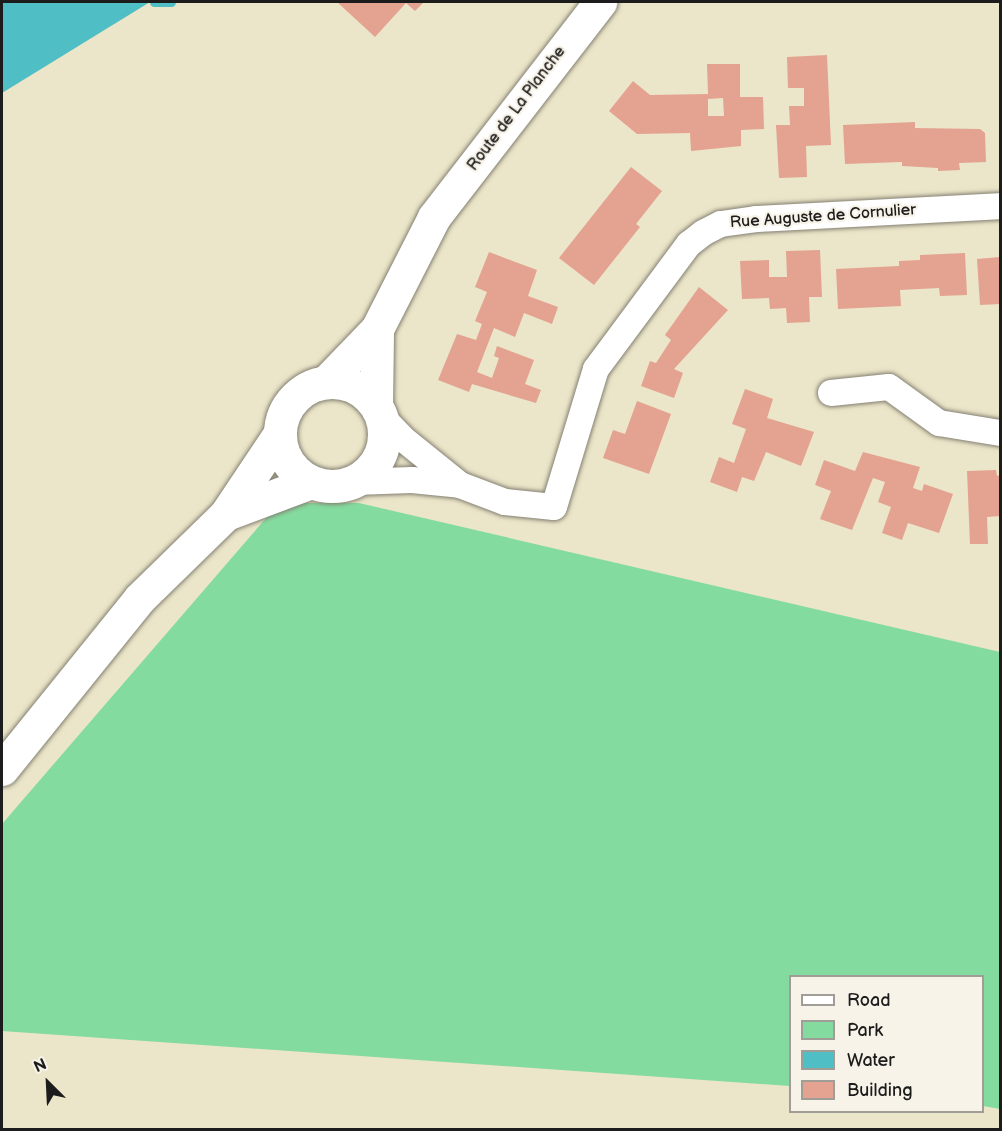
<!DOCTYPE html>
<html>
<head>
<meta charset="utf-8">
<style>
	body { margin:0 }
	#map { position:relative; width:1002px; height:1131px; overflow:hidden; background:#ebe5c9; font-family:"Balsamiq Sans",sans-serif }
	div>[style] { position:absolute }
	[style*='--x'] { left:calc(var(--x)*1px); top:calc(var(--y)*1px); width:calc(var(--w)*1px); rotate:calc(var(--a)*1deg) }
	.green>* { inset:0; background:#84db9f }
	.water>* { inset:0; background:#4fbec5 }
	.stream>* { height:9px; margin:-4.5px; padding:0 4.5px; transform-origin:4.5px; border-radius:4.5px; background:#4fbec5 }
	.building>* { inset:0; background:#e3a390 }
	.roads { filter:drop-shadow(0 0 2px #848072) drop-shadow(0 0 2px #848072) }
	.minor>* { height:26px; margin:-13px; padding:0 13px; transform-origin:13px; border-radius:13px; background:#fff }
	.tertiary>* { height:33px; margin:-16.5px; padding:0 16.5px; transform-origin:16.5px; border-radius:16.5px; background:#fff }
	.tertiary>.ring { margin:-16.5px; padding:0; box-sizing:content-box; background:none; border:33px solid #fff; border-radius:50% }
	span { translate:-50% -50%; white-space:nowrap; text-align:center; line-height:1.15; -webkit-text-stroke:4.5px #f7f3e8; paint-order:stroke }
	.street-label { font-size:16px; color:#1c1c1c }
	.frame { position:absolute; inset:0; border:3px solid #1c1c1c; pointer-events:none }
	.legend { position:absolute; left:789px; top:975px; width:195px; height:138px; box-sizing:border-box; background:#f7f3e8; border:2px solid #9f9d96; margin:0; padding:8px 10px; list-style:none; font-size:18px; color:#1c1c1c }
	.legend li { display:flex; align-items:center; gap:12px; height:30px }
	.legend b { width:30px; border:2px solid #9f9d96 }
	.north { position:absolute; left:18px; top:1053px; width:60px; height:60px; -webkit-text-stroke:4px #f7f3e8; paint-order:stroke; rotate:336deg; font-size:16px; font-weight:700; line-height:24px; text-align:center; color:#1c1c1c }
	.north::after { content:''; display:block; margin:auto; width:21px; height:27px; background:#1c1c1c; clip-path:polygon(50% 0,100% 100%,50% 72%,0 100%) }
</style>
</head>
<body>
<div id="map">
	<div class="green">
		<i style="clip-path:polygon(279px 503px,359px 503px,1000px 652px,1000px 1109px,983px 1106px,982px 976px,790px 976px,790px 1086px,2px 1031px,2px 824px)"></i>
	</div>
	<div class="water">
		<i style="clip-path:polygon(2px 2px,150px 2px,2px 93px)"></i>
	</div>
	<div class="stream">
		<i style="--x:154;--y:2;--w:17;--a:0"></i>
	</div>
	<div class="building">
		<i style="clip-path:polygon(337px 2px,424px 2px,415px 11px,406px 3px,375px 37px)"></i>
		<i style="clip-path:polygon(827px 55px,831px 145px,806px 146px,807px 177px,779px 178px,776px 125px,790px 125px,789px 106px,804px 106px,804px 88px,788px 88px,787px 57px)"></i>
		<i style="clip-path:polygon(evenodd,707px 64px,740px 64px,740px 97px,763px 97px,764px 129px,741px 130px,741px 146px,691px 151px,690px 133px,637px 134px,609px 111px,633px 81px,650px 95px,708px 94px,707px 64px,723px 98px,724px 116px,708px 116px,708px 99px,723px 98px)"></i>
		<i style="clip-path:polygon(915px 122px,915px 128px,980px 129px,985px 133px,986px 162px,959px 163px,960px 170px,938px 171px,938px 168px,902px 166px,902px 162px,845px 164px,843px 125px)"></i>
		<i style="clip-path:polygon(631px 167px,662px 191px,636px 224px,640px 227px,594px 285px,559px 258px)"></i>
		<i style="clip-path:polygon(820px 250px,822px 297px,809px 297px,810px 322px,787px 323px,786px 308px,770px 309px,769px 298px,742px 299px,740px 261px,769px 260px,769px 277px,787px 277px,786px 251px)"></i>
		<i style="clip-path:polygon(489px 252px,537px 270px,528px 296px,558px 307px,552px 324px,524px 313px,515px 337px,494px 328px,477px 372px,492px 378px,499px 358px,494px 356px,497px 346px,534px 360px,525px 384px,541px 390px,536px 403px,472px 384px,469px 392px,438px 380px,457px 334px,476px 340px,482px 324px,475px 321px,487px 292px,475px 287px)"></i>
		<i style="clip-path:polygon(965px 253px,967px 295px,940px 296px,939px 288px,900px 290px,901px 306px,838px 309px,836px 269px,899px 266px,899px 261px,920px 260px,920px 255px)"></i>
		<i style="clip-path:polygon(1000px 257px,1000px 304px,980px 305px,977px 259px)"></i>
		<i style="clip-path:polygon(699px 287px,728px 310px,674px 369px,683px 373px,674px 398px,641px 386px,650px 361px,656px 363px,671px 340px,665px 335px)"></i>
		<i style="clip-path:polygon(745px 389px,773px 399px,767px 418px,814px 432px,801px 466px,766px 452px,754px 481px,742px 477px,737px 492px,710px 482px,719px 457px,734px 463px,746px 429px,732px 424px)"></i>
		<i style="clip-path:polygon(637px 401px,671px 414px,649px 474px,603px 458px,613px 430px,625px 434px)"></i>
		<i style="clip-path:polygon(863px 452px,920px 467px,913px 488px,922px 491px,924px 484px,953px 494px,939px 533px,908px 523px,902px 540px,882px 533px,891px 507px,878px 502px,885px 482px,873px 478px,852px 530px,820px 519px,831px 491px,815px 485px,824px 460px,855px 471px)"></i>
		<i style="clip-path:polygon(996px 470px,997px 476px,1000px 475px,1000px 516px,987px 517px,988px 544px,970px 544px,967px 471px)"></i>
	</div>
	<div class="roads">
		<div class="minor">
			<i style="--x:831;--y:393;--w:58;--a:-5.9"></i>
			<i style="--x:889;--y:387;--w:62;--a:35.8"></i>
			<i style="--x:939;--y:423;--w:62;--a:9.3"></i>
			<i style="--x:381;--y:416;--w:30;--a:46"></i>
			<i style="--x:402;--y:438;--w:75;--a:39"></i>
			<i style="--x:354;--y:482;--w:58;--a:-2"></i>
			<i style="--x:412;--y:480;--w:48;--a:5.9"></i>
			<i style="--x:460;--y:485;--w:48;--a:20.7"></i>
			<i style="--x:505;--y:502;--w:49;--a:5.8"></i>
			<i style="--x:554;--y:507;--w:144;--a:-73.1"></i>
			<i style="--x:596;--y:369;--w:156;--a:-53.4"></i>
			<i style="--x:689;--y:244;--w:18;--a:-38"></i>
			<i style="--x:703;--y:233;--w:20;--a:-27"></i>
			<i style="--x:721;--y:224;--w:35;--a:-8"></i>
			<i style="--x:756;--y:219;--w:244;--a:-3"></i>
		</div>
		<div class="tertiary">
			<i class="ring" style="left:280px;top:382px;width:71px;height:71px"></i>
			<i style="--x:326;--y:382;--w:74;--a:-46.1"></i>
			<i style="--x:377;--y:329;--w:126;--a:-63"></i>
			<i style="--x:434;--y:217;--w:272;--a:-52.3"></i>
			<i style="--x:376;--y:405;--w:76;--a:-89.2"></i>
			<i style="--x:226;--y:514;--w:91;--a:-20.6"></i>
			<i style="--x:2;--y:769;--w:218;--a:-51.1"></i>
			<i style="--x:139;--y:599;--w:122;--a:-44.3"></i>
			<i style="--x:226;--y:514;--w:97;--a:-56.3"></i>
		</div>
	</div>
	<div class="street-label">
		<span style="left:517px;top:109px;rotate:-53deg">Route de La Planche</span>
		<span style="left:823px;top:217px;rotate:-4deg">Rue Auguste de Cornulier</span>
	</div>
	<div class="frame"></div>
	<ul class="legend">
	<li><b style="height:8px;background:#fff"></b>Road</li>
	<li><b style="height:16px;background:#84db9f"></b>Park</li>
	<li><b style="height:16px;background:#4fbec5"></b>Water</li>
	<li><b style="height:16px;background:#e3a390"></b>Building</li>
	</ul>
	<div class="north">N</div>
</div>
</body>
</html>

Goal of the exercise | From the first line of the records through the line with "position:absolute; left:789px; top:975px;", reproduce each line exactly and leave the pictures out.

Response below |
<!DOCTYPE html>
<html>
<head>
<meta charset="utf-8">
<style>
	body { margin:0 }
	#map { position:relative; width:1002px; height:1131px; overflow:hidden; background:#ebe5c9; font-family:"Balsamiq Sans",sans-serif }
	div>[style] { position:absolute }
	[style*='--x'] { left:calc(var(--x)*1px); top:calc(var(--y)*1px); width:calc(var(--w)*1px); rotate:calc(var(--a)*1deg) }
	.green>* { inset:0; background:#84db9f }
	.water>* { inset:0; background:#4fbec5 }
	.stream>* { height:9px; margin:-4.5px; padding:0 4.5px; transform-origin:4.5px; border-radius:4.5px; background:#4fbec5 }
	.building>* { inset:0; background:#e3a390 }
	.roads { filter:drop-shadow(0 0 2px #848072) drop-shadow(0 0 2px #848072) }
	.minor>* { height:26px; margin:-13px; padding:0 13px; transform-origin:13px; border-radius:13px; background:#fff }
	.tertiary>* { height:33px; margin:-16.5px; padding:0 16.5px; transform-origin:16.5px; border-radius:16.5px; background:#fff }
	.tertiary>.ring { margin:-16.5px; padding:0; box-sizing:content-box; background:none; border:33px solid #fff; border-radius:50% }
	span { translate:-50% -50%; white-space:nowrap; text-align:center; line-height:1.15; -webkit-text-stroke:4.5px #f7f3e8; paint-order:stroke }
	.street-label { font-size:16px; color:#1c1c1c }
	.frame { position:absolute; inset:0; border:3px solid #1c1c1c; pointer-events:none }
	.legend { position:absolute; left:789px; top:975px; width:195px; height:138px; box-sizing:border-box; background:#f7f3e8; border:2px solid #9f9d96; margin:0; padding:8px 10px; list-style:none; font-size:18px; color:#1c1c1c }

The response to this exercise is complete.